** Opening Supplied data block **

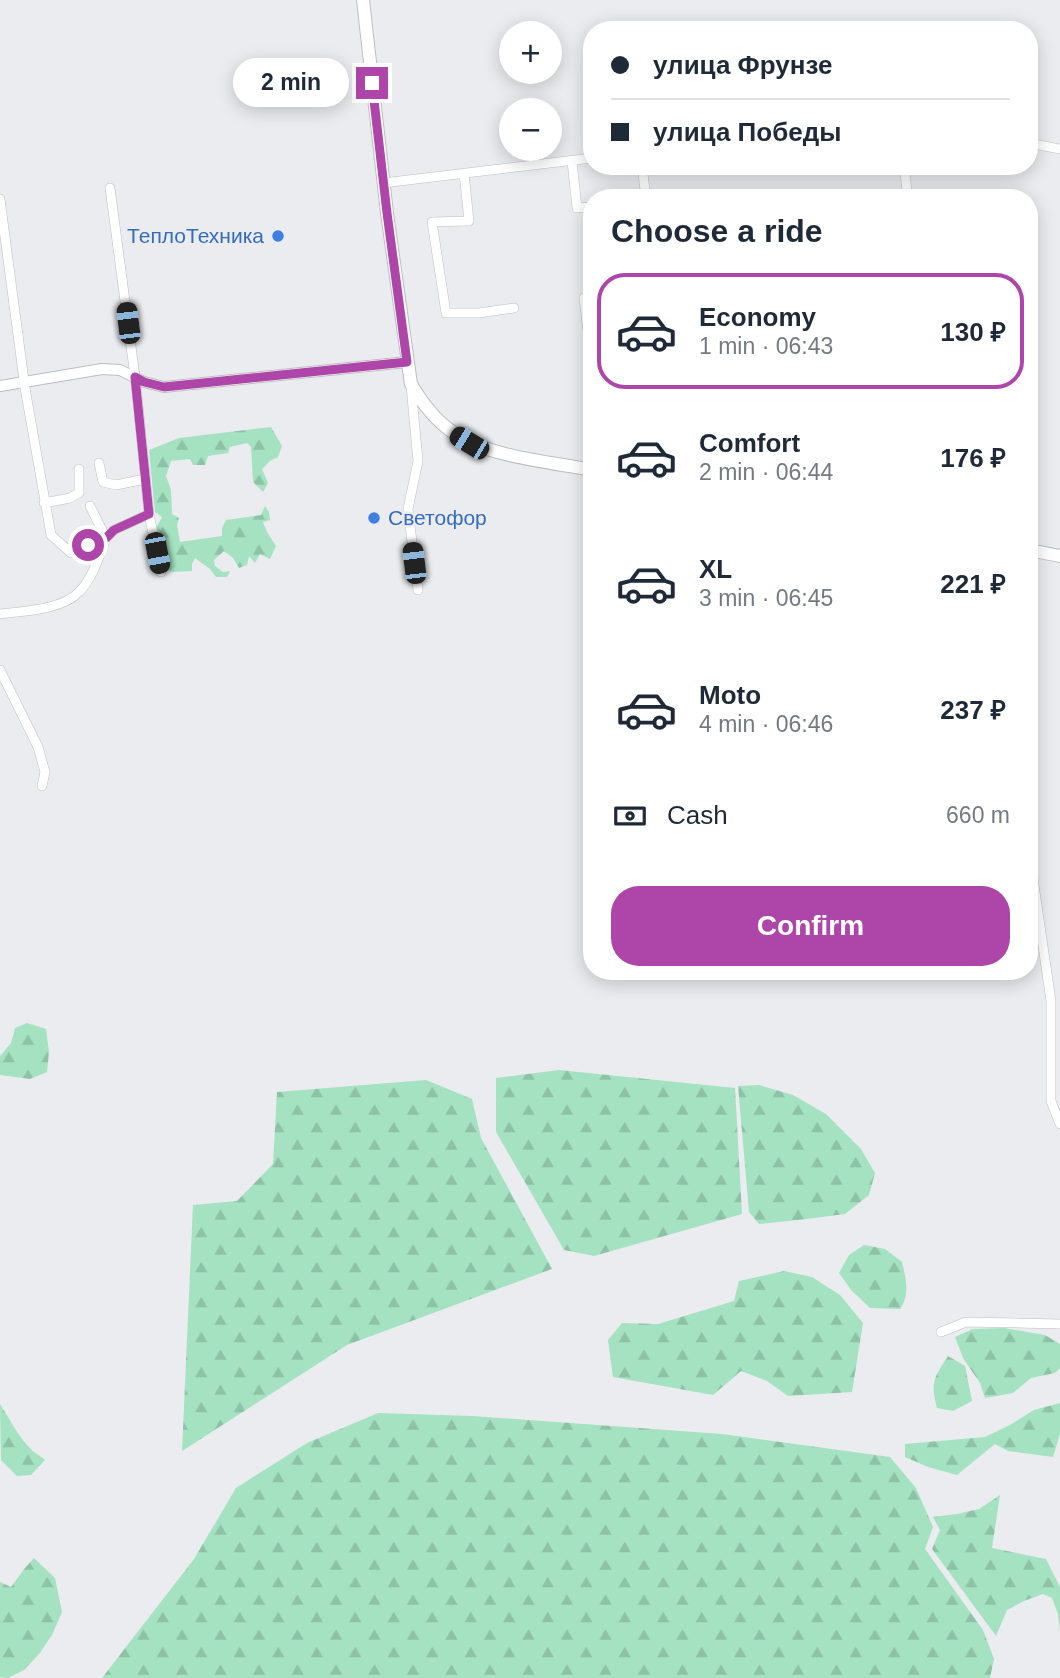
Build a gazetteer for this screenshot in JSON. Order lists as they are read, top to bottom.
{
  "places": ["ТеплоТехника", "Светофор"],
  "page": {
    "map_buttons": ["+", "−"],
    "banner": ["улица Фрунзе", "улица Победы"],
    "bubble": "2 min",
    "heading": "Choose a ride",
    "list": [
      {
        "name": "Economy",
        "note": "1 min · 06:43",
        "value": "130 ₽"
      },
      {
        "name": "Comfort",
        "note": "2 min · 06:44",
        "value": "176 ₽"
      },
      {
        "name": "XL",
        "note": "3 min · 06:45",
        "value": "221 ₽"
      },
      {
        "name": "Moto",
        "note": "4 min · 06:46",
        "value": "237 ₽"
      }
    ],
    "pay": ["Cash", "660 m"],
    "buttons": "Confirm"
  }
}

** Closing Supplied data block **

### Work item:
Output the whole of the data, unchanged; keep the pictures out.

### Response:
Build a gazetteer for this screenshot in JSON. Order lists as they are read, top to bottom.
{
  "places": ["ТеплоТехника", "Светофор"],
  "page": {
    "map_buttons": ["+", "−"],
    "banner": ["улица Фрунзе", "улица Победы"],
    "bubble": "2 min",
    "heading": "Choose a ride",
    "list": [
      {
        "name": "Economy",
        "note": "1 min · 06:43",
        "value": "130 ₽"
      },
      {
        "name": "Comfort",
        "note": "2 min · 06:44",
        "value": "176 ₽"
      },
      {
        "name": "XL",
        "note": "3 min · 06:45",
        "value": "221 ₽"
      },
      {
        "name": "Moto",
        "note": "4 min · 06:46",
        "value": "237 ₽"
      }
    ],
    "pay": ["Cash", "660 m"],
    "buttons": "Confirm"
  }
}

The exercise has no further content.